Whether for profit or social motives - and often both - an increasing number of investors are targeting opportunities in African agriculture. At the same time innovative approaches for deploying aid to support farming businesses linked to smallholders are emerging. This blog provides a snapshot of who is doing what, where and how.

11 June 2013

UK invests £50 million in AgDevCo to support smallholder farmers and tackle malnutrition

The UK Government will provide £50 million to help the Agricultural Development Company (AgDevCo) set up a new fund which will invest in agricultural SMEs, smallholder farms and new agribusiness ventures. This will benefit 650,000 people across Africa with jobs and better incomes, as well as help smallholder farmers grow more food to combat food shortages and malnutrition.

A non-profit social impact investor, AgDevCo specialises in investing in African agricultural companies that are at their earliest stages, turning them into commercially-viable businesses that can then find support through private investors and ploughing its profits back into future investments. The UK’s funding will be redeployable, allowing AgDevCo to reinvest in new opportunities as its investments mature and develop.

Investments made over the next five years are predicted to attract over £7 in private sector investment for every £1 invested by AgDevCo.
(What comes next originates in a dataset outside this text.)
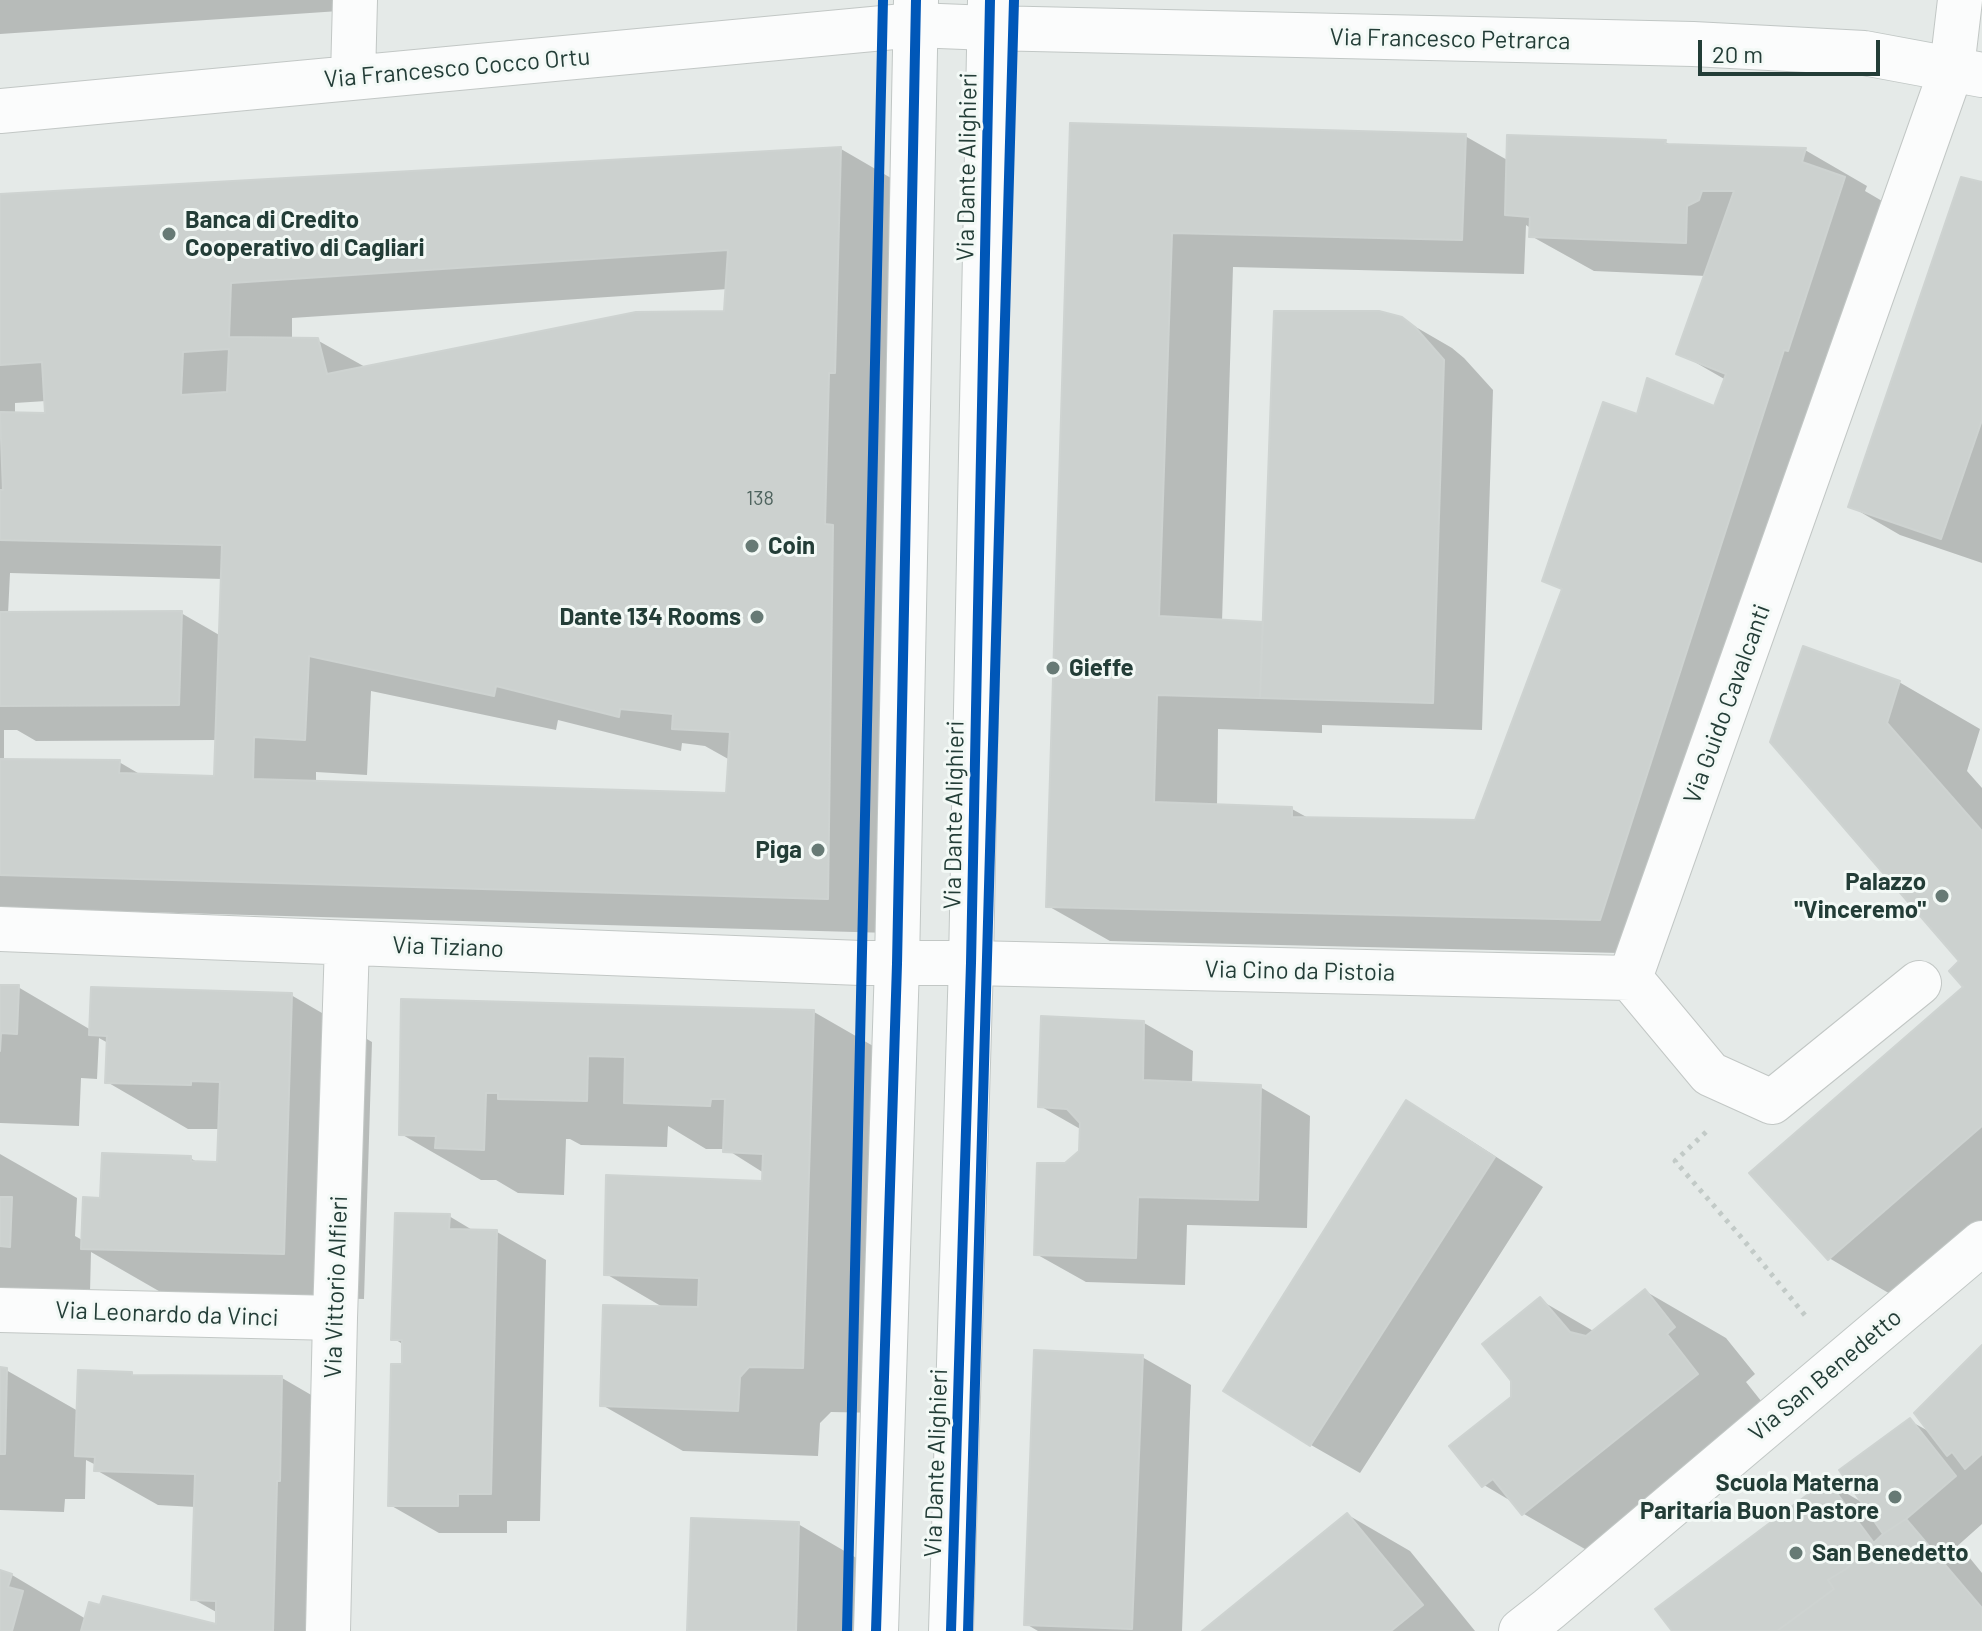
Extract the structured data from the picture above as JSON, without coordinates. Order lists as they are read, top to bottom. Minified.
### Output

Africa has more unexploited potential for food production than anywhere else in the world, holding 50% of the world’s uncultivated fertile land, yet its commercial agriculture sector attracts relatively little investment. The new UK-backed fund will:

 - Develop or expand 45 agribusinesses, 30 of which will be SMEs. AgDevCo predict this could increase the turnover in these countries by £60 million by 2018
- Create 27,000 additional jobs and help 90,000 people to benefit from an average additional income of over $1000 per year over the next decade.
- Improve irrigation and processing for commercial agribusiness for 49,000 farmers. By 2018, up to 30,000 additional hectares will be under irrigation.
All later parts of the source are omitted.